=== Try it ===
Below are records to reproduce in full; copy them exactly but keep the pictures out.

=== Supplied data ===
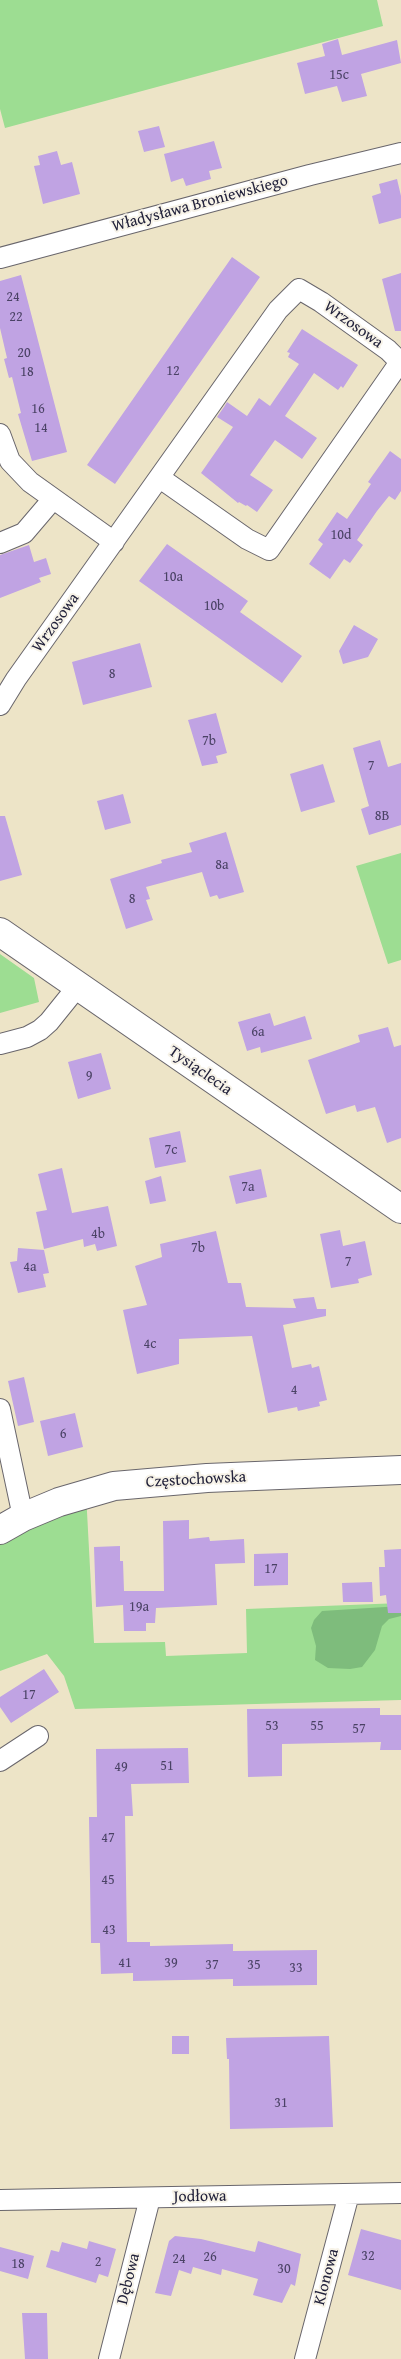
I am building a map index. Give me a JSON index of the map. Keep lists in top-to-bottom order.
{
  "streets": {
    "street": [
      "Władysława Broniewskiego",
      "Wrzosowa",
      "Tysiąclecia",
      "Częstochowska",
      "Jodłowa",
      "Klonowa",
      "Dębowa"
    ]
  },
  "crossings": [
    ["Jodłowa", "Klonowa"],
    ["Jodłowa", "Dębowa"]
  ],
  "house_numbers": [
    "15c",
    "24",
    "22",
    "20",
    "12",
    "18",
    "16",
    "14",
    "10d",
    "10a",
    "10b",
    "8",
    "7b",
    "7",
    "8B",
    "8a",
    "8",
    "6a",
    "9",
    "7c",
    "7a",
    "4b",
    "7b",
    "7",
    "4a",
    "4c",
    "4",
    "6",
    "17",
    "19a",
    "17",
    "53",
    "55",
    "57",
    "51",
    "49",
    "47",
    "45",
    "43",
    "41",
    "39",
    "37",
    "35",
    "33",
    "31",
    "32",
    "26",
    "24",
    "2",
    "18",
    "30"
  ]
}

=== Solution below ===
I am building a map index. Give me a JSON index of the map. Keep lists in top-to-bottom order.
{
  "streets": {
    "street": [
      "Władysława Broniewskiego",
      "Wrzosowa",
      "Tysiąclecia",
      "Częstochowska",
      "Jodłowa",
      "Klonowa",
      "Dębowa"
    ]
  },
  "crossings": [
    ["Jodłowa", "Klonowa"],
    ["Jodłowa", "Dębowa"]
  ],
  "house_numbers": [
    "15c",
    "24",
    "22",
    "20",
    "12",
    "18",
    "16",
    "14",
    "10d",
    "10a",
    "10b",
    "8",
    "7b",
    "7",
    "8B",
    "8a",
    "8",
    "6a",
    "9",
    "7c",
    "7a",
    "4b",
    "7b",
    "7",
    "4a",
    "4c",
    "4",
    "6",
    "17",
    "19a",
    "17",
    "53",
    "55",
    "57",
    "51",
    "49",
    "47",
    "45",
    "43",
    "41",
    "39",
    "37",
    "35",
    "33",
    "31",
    "32",
    "26",
    "24",
    "2",
    "18",
    "30"
  ]
}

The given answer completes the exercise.